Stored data
=== Begin Enclosure ===

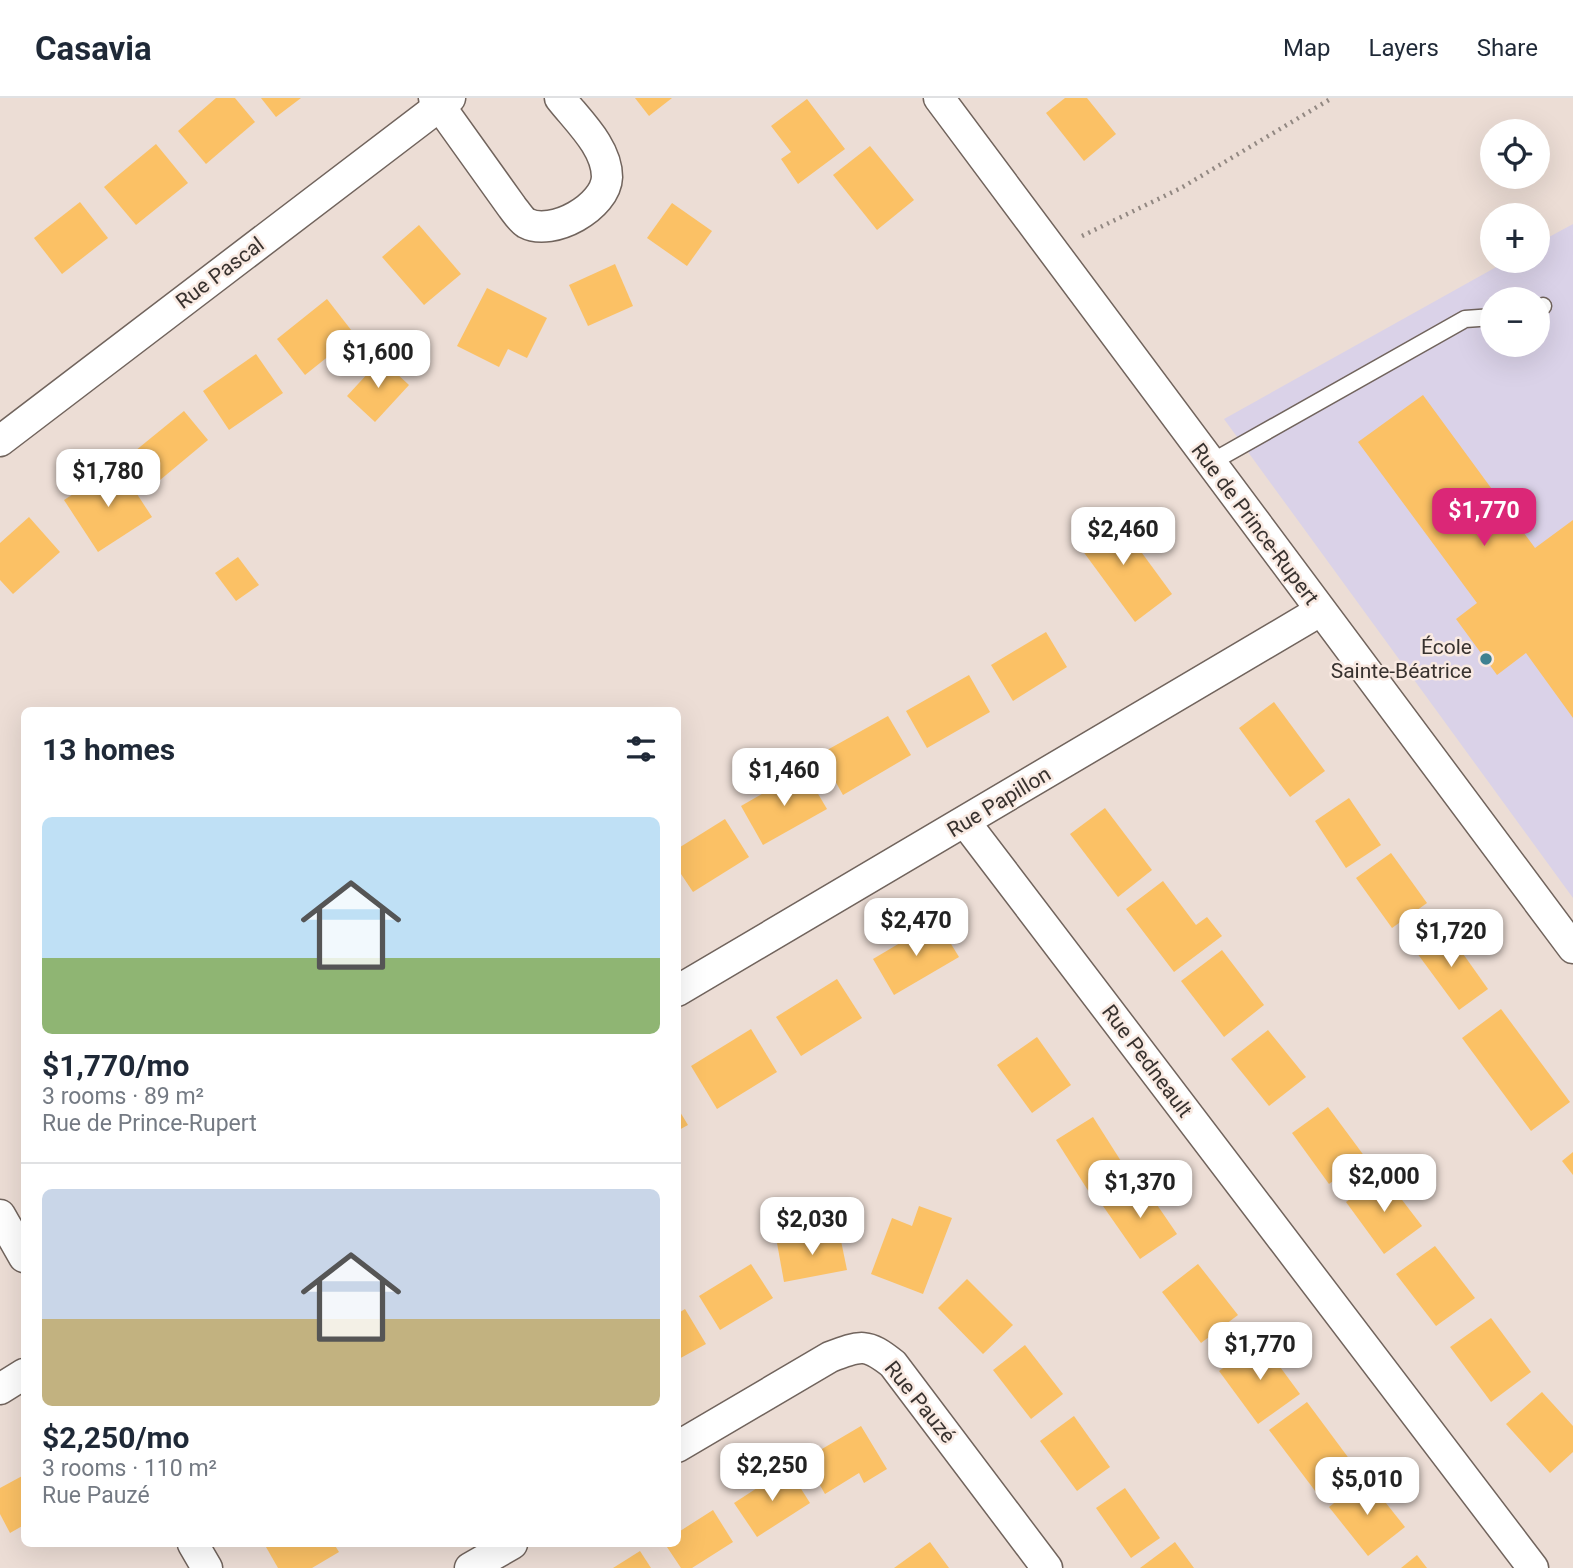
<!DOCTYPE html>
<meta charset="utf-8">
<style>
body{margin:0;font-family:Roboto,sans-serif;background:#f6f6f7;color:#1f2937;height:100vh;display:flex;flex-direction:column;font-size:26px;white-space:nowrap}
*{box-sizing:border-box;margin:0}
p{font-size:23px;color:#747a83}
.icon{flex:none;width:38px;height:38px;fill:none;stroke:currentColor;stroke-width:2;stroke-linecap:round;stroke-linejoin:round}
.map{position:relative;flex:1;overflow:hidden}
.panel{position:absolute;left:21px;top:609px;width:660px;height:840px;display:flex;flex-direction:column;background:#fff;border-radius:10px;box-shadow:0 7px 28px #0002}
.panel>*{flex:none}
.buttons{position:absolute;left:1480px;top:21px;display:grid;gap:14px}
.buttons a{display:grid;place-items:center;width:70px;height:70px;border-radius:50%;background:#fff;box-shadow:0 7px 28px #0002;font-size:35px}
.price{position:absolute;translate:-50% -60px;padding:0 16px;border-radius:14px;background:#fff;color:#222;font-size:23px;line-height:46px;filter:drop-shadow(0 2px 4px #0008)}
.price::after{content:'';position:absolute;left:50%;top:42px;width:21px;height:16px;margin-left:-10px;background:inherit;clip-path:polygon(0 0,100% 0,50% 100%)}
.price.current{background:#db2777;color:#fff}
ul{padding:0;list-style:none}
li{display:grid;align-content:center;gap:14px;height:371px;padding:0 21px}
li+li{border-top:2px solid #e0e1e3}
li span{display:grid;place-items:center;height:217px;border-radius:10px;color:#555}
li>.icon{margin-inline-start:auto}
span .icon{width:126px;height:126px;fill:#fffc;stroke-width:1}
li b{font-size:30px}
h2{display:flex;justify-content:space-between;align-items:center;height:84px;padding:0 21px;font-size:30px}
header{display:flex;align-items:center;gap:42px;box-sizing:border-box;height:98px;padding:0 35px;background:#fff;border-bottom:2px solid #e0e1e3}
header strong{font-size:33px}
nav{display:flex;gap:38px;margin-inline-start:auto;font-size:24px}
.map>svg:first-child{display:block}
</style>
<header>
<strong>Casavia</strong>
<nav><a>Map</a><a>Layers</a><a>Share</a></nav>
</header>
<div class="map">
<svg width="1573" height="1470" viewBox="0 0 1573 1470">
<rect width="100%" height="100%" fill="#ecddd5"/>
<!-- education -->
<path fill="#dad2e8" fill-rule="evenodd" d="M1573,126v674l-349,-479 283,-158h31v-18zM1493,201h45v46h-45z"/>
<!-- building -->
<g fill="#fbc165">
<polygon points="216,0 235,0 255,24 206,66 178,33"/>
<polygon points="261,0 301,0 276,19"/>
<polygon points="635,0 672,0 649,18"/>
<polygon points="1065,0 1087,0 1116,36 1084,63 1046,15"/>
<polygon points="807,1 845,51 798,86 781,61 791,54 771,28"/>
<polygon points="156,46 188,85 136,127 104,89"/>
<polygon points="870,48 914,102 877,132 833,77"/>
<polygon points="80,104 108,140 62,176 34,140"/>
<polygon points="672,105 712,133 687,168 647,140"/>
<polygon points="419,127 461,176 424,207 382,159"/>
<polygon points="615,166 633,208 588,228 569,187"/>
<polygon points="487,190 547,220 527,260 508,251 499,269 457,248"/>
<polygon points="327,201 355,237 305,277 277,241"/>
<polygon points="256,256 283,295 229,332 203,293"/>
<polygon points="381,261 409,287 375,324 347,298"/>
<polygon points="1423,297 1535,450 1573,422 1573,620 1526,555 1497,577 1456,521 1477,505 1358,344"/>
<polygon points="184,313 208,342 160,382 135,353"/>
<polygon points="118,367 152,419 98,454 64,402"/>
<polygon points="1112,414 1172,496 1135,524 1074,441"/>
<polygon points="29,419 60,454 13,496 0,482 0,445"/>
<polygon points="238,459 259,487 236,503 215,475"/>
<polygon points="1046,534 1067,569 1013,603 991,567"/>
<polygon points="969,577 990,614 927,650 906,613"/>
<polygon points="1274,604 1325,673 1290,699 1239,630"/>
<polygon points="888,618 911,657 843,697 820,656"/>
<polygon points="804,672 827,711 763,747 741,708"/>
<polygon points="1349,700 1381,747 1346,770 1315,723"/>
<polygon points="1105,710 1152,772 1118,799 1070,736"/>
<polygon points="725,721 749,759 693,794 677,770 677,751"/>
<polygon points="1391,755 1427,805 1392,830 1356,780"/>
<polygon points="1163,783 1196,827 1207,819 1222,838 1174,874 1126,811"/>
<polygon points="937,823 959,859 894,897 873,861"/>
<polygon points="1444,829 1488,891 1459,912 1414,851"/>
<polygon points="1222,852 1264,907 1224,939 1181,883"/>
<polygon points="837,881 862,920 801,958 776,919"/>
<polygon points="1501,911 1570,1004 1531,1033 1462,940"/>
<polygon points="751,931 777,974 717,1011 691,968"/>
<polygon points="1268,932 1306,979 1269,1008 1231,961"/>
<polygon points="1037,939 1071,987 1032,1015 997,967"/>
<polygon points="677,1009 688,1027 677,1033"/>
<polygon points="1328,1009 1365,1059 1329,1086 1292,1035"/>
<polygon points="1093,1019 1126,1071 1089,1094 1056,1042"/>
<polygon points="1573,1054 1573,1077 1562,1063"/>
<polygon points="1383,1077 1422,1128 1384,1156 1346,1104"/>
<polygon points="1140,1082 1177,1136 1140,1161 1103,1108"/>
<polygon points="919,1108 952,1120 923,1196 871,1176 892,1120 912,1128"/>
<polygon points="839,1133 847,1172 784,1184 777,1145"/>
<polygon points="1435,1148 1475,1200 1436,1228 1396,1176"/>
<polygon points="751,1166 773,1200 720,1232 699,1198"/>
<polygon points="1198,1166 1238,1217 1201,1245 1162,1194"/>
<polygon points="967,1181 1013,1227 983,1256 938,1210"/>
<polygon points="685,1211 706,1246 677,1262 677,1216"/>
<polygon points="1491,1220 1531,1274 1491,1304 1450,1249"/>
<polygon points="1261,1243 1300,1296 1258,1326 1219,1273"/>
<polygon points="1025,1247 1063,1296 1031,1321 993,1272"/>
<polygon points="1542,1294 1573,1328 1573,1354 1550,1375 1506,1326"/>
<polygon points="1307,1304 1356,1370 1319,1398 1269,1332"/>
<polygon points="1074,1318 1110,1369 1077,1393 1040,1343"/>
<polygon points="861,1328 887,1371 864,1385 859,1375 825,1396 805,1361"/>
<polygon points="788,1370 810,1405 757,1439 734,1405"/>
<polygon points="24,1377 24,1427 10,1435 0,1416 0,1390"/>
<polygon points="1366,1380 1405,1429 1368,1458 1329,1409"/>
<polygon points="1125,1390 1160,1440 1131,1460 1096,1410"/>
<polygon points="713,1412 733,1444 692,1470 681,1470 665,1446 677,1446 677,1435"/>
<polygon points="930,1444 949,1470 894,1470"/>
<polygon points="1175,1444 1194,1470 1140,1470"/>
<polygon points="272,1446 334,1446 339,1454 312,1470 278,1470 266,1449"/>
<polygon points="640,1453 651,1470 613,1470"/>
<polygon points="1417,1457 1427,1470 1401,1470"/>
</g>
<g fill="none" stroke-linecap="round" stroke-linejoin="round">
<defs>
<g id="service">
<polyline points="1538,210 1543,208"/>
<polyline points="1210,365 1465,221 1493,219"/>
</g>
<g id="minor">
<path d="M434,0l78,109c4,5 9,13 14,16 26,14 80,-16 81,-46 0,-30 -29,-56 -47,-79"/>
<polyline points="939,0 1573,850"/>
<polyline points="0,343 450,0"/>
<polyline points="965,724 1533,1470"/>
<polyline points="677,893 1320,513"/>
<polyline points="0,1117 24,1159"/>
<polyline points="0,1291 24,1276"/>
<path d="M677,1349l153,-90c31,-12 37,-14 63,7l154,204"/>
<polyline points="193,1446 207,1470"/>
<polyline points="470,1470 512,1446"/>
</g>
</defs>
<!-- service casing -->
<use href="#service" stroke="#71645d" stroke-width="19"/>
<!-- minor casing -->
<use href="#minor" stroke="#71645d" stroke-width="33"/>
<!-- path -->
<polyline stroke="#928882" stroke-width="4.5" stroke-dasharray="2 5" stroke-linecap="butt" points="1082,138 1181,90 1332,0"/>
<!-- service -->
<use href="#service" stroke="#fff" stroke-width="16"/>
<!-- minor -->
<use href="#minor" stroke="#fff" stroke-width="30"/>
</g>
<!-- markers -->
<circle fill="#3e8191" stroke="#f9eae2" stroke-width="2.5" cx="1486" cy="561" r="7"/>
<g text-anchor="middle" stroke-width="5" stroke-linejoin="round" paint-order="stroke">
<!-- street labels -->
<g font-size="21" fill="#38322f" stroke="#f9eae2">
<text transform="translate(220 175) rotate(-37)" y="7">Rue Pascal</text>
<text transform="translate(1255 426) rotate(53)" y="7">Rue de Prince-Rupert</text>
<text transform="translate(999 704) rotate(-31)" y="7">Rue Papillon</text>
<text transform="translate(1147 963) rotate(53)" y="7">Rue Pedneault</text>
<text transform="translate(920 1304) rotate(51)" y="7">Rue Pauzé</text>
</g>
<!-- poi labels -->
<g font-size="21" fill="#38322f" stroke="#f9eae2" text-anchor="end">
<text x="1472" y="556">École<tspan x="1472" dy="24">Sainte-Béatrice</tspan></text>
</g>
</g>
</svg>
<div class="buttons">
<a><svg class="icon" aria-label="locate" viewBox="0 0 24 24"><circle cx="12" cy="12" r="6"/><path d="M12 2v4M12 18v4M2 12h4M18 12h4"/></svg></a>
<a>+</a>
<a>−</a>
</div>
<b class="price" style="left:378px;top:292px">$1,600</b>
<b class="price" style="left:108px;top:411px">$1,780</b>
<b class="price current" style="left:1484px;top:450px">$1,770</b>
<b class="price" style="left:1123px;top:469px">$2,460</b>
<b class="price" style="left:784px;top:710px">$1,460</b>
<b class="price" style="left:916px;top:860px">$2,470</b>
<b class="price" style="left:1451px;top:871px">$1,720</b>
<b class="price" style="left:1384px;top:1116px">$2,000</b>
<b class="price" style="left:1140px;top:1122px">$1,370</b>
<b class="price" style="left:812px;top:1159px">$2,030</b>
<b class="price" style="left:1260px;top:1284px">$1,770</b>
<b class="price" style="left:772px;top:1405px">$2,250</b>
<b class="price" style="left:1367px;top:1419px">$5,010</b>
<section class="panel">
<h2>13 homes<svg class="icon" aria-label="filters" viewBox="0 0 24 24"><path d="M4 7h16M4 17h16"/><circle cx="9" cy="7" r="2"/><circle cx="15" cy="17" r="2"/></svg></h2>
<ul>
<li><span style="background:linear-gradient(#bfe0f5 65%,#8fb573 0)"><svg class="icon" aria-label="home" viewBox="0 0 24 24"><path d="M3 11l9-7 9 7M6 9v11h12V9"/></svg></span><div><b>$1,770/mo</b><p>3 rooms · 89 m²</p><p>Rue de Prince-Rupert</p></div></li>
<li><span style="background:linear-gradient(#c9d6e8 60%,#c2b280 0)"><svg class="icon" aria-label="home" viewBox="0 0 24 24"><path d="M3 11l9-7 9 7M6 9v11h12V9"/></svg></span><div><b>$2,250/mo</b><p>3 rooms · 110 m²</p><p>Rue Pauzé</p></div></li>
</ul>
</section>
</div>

=== End Enclosure ===

**Task statement**.
The lines you need are those containing "none"; find them in the records and copy them.

**Response for this exercise**.
.icon{flex:none;width:38px;height:38px;fill:none;stroke:currentColor;stroke-width:2;stroke-linecap:round;stroke-linejoin:round}
.panel>*{flex:none}
ul{padding:0;list-style:none}
<g fill="none" stroke-linecap="round" stroke-linejoin="round">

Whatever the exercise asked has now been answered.